*Problem description*: Please restate every record below word for word and skip the pictures.

*Data provided*:
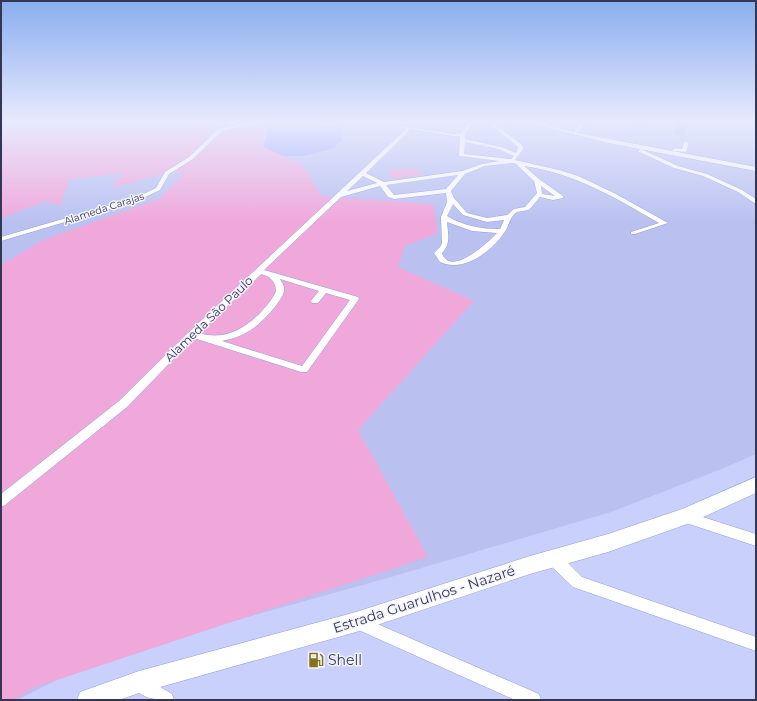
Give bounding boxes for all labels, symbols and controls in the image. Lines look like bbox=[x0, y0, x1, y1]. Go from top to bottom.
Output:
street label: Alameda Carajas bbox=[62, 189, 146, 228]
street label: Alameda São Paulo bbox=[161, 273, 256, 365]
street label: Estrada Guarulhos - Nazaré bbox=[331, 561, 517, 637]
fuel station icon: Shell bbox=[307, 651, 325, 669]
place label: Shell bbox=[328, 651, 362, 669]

*Result of the exercise*:
Give bounding boxes for all labels, symbols and controls in the image. Lines look like bbox=[x0, y0, x1, y1]. Go from top to bottom.
Output:
street label: Alameda Carajas bbox=[62, 189, 146, 228]
street label: Alameda São Paulo bbox=[161, 273, 256, 365]
street label: Estrada Guarulhos - Nazaré bbox=[331, 561, 517, 637]
fuel station icon: Shell bbox=[307, 651, 325, 669]
place label: Shell bbox=[328, 651, 362, 669]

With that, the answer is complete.